### Exercise instructions
Your answer must be the lines from the first record through the line that contains "2px #d1beb0) drop-shadow(0", copied exactly and without any pictures.

### Stored items
****
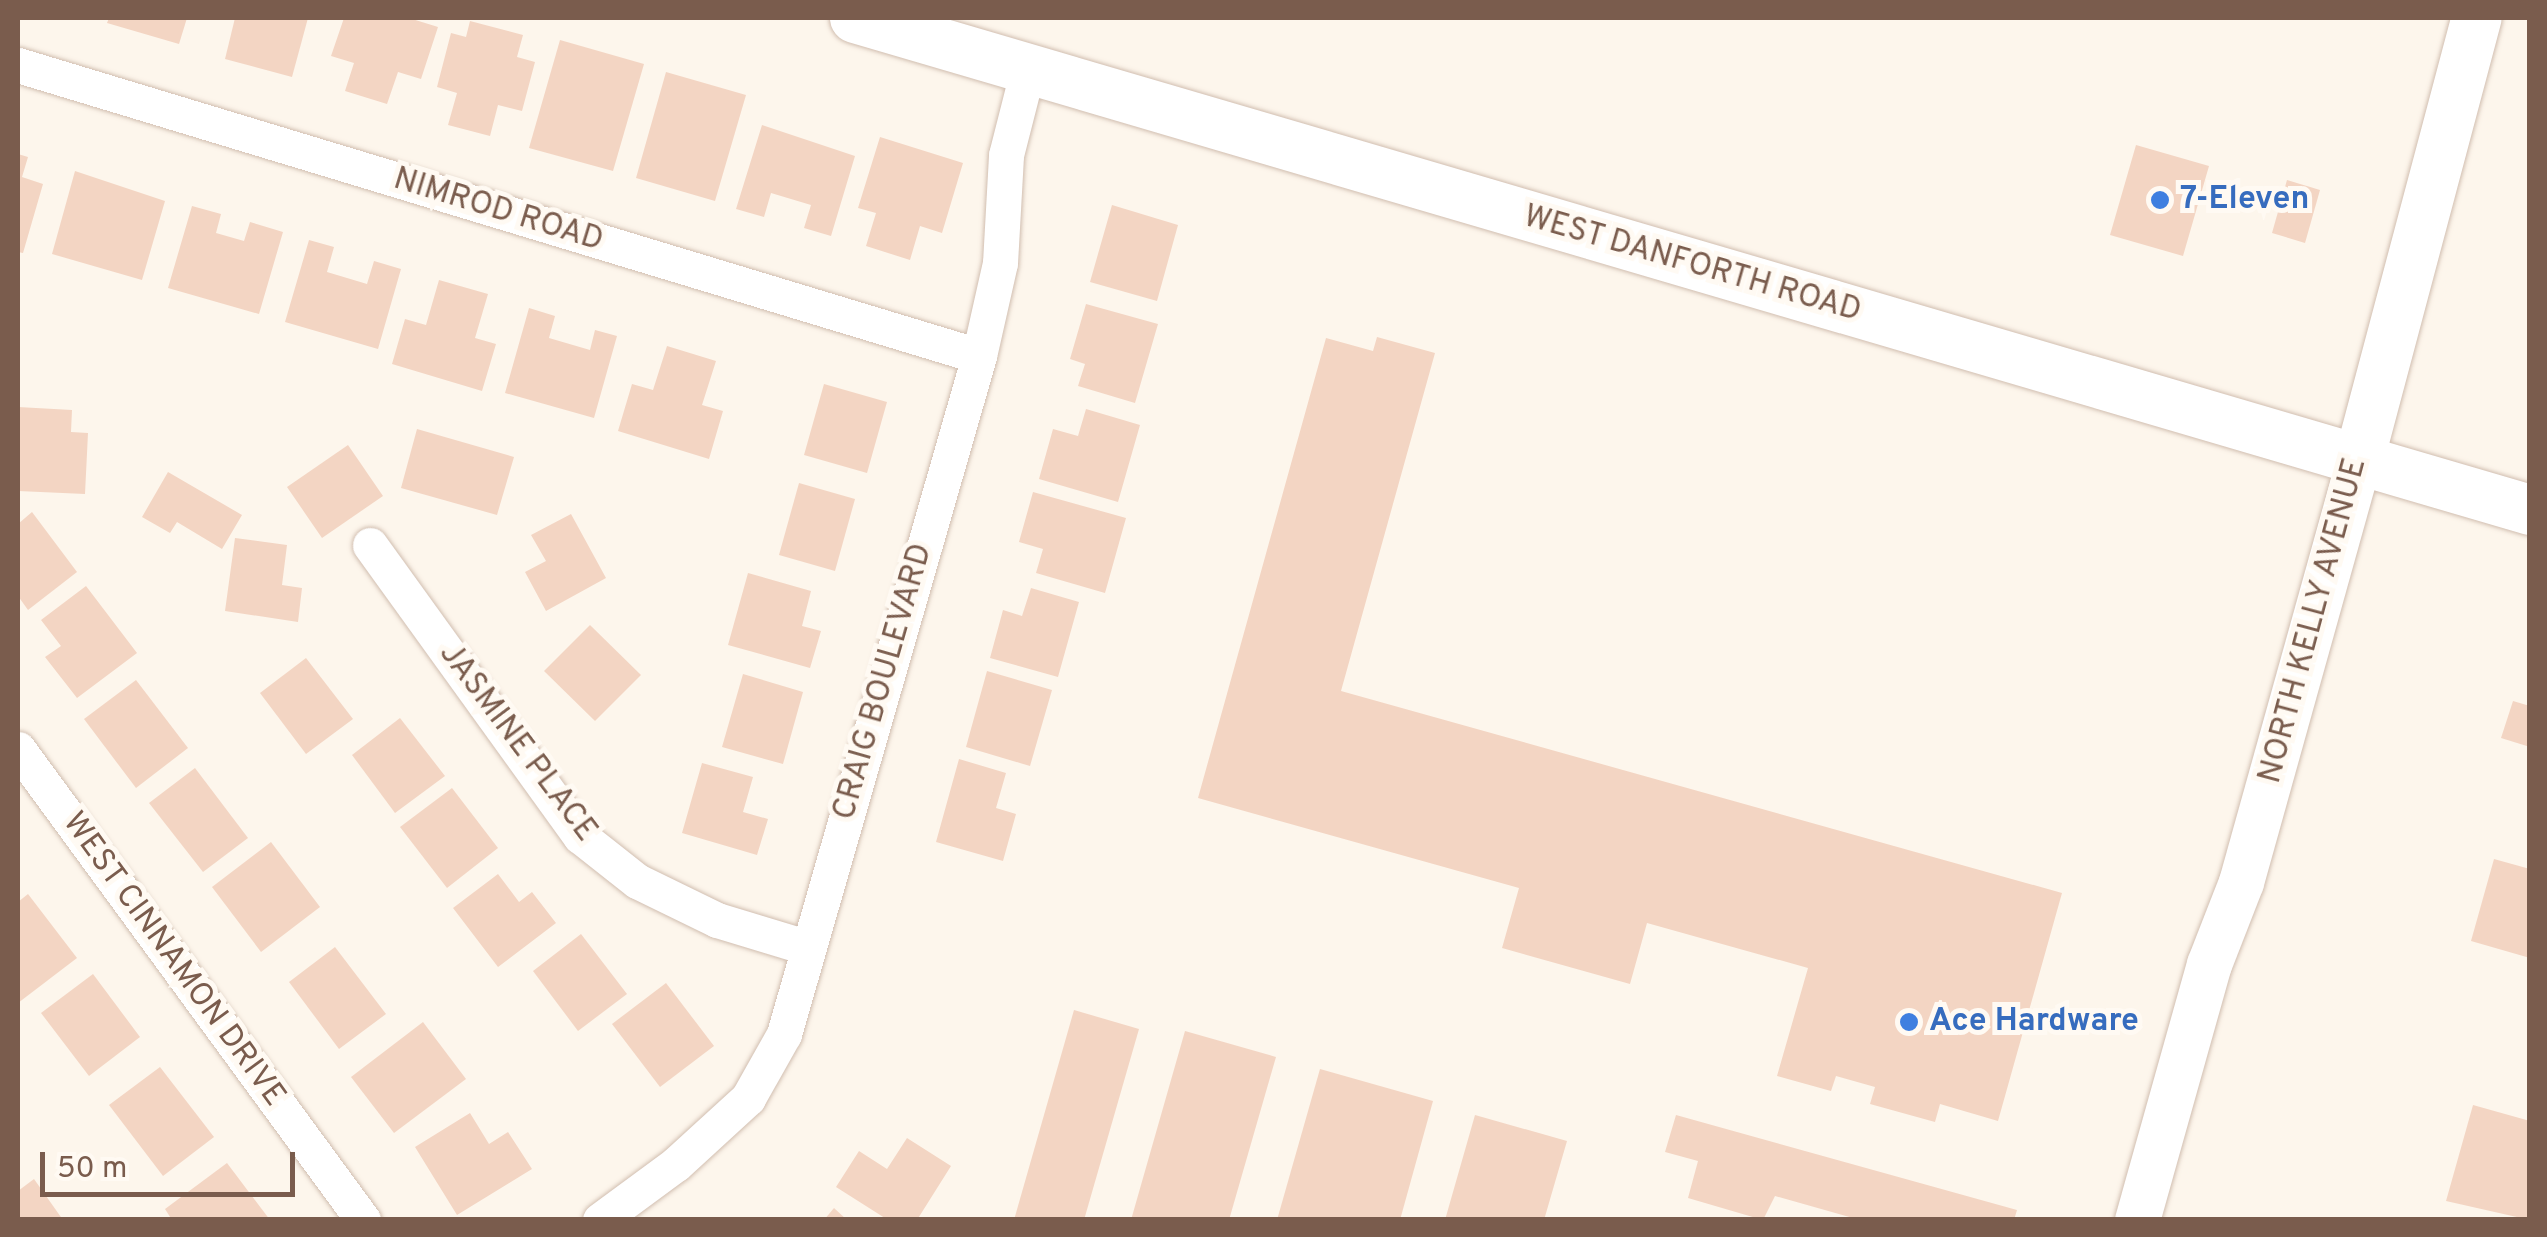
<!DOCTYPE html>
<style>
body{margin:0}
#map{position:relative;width:2547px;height:1237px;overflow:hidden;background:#fdf6ec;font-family:Overpass,sans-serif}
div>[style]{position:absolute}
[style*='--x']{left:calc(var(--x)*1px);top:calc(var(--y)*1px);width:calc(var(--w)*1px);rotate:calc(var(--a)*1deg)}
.building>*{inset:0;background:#f3d5c3}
.roads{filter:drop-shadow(0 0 2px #d1beb0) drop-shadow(0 0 2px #d1beb0)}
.minor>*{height:35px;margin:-17.5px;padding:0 17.5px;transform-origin:17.5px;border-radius:17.5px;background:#fff}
.tertiary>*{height:45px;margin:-22.5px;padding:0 22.5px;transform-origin:22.5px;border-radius:22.5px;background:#fff}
.secondary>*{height:50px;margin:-25px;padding:0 25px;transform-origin:25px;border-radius:25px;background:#fff}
.dots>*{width:28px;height:28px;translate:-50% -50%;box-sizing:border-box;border:5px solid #fffaf3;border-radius:50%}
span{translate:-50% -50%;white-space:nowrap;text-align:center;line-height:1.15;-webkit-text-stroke:10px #fffaf3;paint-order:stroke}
.shop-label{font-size:32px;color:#366cbe;font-weight:700}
.left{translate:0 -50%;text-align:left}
.street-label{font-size:32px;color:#7a5c4d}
.frame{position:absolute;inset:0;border:20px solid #7a5c4d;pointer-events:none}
.scale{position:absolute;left:40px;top:1152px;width:255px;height:45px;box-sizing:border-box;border:5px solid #7a5c4d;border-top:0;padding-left:12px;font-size:30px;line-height:35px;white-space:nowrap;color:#7a5c4d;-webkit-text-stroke:8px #fffaf3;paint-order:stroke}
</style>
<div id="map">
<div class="building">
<div style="clip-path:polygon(109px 18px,187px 18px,179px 44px,107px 23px)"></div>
<div style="clip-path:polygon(235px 18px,308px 18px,292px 77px,225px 59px)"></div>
<div style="clip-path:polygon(344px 18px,409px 18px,438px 27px,421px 79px,398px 72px,387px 104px,345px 91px,354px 63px,331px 56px)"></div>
<div style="clip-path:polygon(470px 21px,523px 35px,517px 57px,535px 62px,522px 111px,498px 105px,490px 136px,448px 125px,457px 93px,437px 87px,451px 33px,466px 37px)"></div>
<div style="clip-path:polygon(560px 40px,644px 64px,613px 171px,529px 148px)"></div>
<div style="clip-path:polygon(666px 72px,746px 95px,715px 201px,636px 178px)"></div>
<div style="clip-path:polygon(762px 125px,855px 156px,831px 236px,804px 228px,811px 205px,771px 193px,764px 217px,736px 209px)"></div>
<div style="clip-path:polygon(880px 137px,963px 163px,942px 233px,920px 226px,910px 260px,866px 246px,876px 213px,858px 208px)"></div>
<div style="clip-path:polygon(2136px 145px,2209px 166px,2183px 256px,2110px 235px)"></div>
<div style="clip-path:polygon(18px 154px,28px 157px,22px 177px,43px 184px,23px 253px,18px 252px)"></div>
<div style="clip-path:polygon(75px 171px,165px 201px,142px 280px,52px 254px)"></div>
<div style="clip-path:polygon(2287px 180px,2320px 190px,2305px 243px,2272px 233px)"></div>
<div style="clip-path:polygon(1112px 205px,1178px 225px,1157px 301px,1090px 282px)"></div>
<div style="clip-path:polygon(192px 206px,221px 214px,216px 233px,244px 241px,250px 222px,283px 232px,259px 314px,168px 288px)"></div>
<div style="clip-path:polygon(309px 240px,334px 247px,327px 272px,367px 284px,374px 261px,401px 269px,378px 349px,285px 322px)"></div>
<div style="clip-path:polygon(439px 280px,488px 294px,475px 338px,496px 344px,482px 391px,392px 364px,405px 319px,426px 325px)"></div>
<div style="clip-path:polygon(1086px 304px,1158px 324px,1135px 403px,1078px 386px,1085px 364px,1070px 359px)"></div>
<div style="clip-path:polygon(529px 308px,555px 316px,549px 338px,590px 350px,595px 330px,617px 336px,594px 418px,505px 393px)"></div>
<div style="clip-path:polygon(1377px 337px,1435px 353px,1341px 691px,2062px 893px,1998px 1121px,1940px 1104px,1935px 1122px,1870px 1104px,1875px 1087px,1836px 1076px,1831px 1091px,1777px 1076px,1808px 968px,1647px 923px,1630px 984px,1502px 948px,1519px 888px,1198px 798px,1326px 338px,1373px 351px)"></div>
<div style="clip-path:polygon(667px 346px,716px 361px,702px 405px,723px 411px,709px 459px,618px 431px,632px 384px,653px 390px)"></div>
<div style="clip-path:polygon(824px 384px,887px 402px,867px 473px,804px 455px)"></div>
<div style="clip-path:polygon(18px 407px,72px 410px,71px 432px,88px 433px,85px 494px,18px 491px)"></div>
<div style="clip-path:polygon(1086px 409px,1140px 425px,1118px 502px,1039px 479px,1053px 429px,1078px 436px)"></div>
<div style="clip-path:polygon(417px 429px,514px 457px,497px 515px,401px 488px)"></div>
<div style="clip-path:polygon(348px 445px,383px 496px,322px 538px,287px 487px)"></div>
<div style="clip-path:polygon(168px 472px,242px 515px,222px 549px,177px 522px,170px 533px,142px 517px)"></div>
<div style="clip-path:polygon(799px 483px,855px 499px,835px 571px,779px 555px)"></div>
<div style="clip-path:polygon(1033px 492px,1126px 518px,1105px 593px,1036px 573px,1043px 549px,1019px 542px)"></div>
<div style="clip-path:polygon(32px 512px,77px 572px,28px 610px,18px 596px,18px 524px)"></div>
<div style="clip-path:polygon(571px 514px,606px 578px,546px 611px,525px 572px,546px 561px,531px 535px)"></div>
<div style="clip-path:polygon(235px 538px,287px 545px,282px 585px,302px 588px,298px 622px,225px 611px)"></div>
<div style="clip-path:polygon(748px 573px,811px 591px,802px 626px,821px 631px,810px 668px,728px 645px)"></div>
<div style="clip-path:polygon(86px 586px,137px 653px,77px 698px,45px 657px,61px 646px,41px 620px)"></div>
<div style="clip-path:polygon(1031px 588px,1079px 602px,1058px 677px,990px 658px,1003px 610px,1022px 616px)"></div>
<div style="clip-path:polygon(590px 625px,641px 675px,595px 721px,544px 671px)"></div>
<div style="clip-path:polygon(306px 658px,353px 719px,306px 754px,260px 693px)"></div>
<div style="clip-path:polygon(987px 671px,1052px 690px,1030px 766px,966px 747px)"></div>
<div style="clip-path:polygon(743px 674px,803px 692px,783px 764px,722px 747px)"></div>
<div style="clip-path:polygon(136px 680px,188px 748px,136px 788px,84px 719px)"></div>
<div style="clip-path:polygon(2513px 701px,2530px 706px,2530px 747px,2501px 738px)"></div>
<div style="clip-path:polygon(400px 718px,445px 776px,395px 813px,352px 755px)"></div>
<div style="clip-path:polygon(959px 759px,1006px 773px,996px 808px,1016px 814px,1003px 861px,936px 842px)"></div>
<div style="clip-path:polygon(702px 763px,753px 777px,743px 812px,768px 819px,757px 855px,682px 833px)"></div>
<div style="clip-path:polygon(195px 768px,248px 838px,203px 872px,149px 803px)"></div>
<div style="clip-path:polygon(452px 788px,498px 848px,447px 888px,400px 827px)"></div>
<div style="clip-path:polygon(271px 842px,320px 907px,261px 952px,212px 887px)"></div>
<div style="clip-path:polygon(2494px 859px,2530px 869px,2530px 958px,2471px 941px)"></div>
<div style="clip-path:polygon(498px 874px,519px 902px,532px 892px,556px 923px,498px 967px,453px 908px)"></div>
<div style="clip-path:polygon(28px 894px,77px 958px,18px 1003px,18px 902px)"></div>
<div style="clip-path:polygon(581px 934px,627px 994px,578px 1031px,533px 971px)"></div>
<div style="clip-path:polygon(335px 947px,386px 1014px,339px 1049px,289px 982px)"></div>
<div style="clip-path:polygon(93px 974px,140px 1037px,89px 1076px,41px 1013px)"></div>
<div style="clip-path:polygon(666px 983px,714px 1046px,660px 1087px,612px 1024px)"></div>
<div style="clip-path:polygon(1074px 1010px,1139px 1029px,1084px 1220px,1014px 1220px)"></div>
<div style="clip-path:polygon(423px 1022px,466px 1079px,394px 1133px,351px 1077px)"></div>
<div style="clip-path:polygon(1185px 1031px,1276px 1057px,1229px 1220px,1131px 1220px)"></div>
<div style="clip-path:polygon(160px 1067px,214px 1137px,163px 1176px,109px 1105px)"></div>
<div style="clip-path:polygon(1320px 1069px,1433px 1101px,1400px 1220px,1277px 1220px)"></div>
<div style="clip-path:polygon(2473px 1105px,2530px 1121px,2530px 1220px,2446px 1201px)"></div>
<div style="clip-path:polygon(470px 1113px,489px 1144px,508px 1132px,532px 1169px,457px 1215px,415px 1147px)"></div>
<div style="clip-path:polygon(1475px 1115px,1567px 1141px,1544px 1220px,1445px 1220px)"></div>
<div style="clip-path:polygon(1676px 1115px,2017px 1210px,2014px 1220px,1860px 1220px,1775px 1196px,1763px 1220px,1688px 1198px,1698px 1161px,1665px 1152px)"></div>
<div style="clip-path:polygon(907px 1138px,951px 1166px,917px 1220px,888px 1220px,836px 1187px,859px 1151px,887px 1169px)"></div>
<div style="clip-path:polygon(227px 1163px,270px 1220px,172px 1220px,165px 1209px)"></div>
<div style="clip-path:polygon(34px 1179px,63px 1220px,18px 1220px,18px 1191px)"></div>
<div style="clip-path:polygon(834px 1208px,847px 1220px,824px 1220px)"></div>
</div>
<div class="roads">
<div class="minor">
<div style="--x:18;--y:65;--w:1004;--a:16.85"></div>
<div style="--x:370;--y:545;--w:359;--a:54.2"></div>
<div style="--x:580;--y:836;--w:73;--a:38.3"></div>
<div style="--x:637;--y:881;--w:89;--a:26"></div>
<div style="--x:717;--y:920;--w:93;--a:16.9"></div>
<div style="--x:18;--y:749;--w:584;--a:53.78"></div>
<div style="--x:600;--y:1220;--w:94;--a:-36.4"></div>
<div style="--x:676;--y:1164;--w:98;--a:-42.5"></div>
<div style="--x:748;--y:1098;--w:73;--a:-60.6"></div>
<div style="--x:784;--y:1034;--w:705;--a:-73.95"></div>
<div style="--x:979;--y:356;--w:95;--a:-77.3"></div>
<div style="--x:1000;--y:263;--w:108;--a:-86.8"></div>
<div style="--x:1006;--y:155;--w:89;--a:-75.7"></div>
</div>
<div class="tertiary">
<div style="--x:2137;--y:1220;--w:266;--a:-74.3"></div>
<div style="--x:2209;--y:964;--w:88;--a:-68.7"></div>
<div style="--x:2241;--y:882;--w:438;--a:-74.4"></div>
</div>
<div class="secondary">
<div style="--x:855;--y:18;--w:1746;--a:16.37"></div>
<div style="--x:2359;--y:460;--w:457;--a:-75.1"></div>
</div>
</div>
<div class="dots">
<div style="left:2160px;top:200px;background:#3f7fe0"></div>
<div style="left:1909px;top:1022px;background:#3f7fe0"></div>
</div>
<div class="shop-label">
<span class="left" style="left:2180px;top:200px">7-Eleven</span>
<span class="left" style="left:1929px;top:1022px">Ace Hardware</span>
</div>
<div class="street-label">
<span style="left:498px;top:211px;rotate:17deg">NIMROD ROAD</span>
<span style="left:1692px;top:265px;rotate:16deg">WEST DANFORTH ROAD</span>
<span style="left:2314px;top:621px;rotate:-75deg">NORTH KELLY AVENUE</span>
<span style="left:884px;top:682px;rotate:-74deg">CRAIG BOULEVARD</span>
<span style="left:517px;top:743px;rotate:53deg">JASMINE PLACE</span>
<span style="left:173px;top:960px;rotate:54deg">WEST CINNAMON DRIVE</span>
</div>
<div class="frame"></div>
<div class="scale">50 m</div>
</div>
****
### Result
<!DOCTYPE html>
<style>
body{margin:0}
#map{position:relative;width:2547px;height:1237px;overflow:hidden;background:#fdf6ec;font-family:Overpass,sans-serif}
div>[style]{position:absolute}
[style*='--x']{left:calc(var(--x)*1px);top:calc(var(--y)*1px);width:calc(var(--w)*1px);rotate:calc(var(--a)*1deg)}
.building>*{inset:0;background:#f3d5c3}
.roads{filter:drop-shadow(0 0 2px #d1beb0) drop-shadow(0 0 2px #d1beb0)}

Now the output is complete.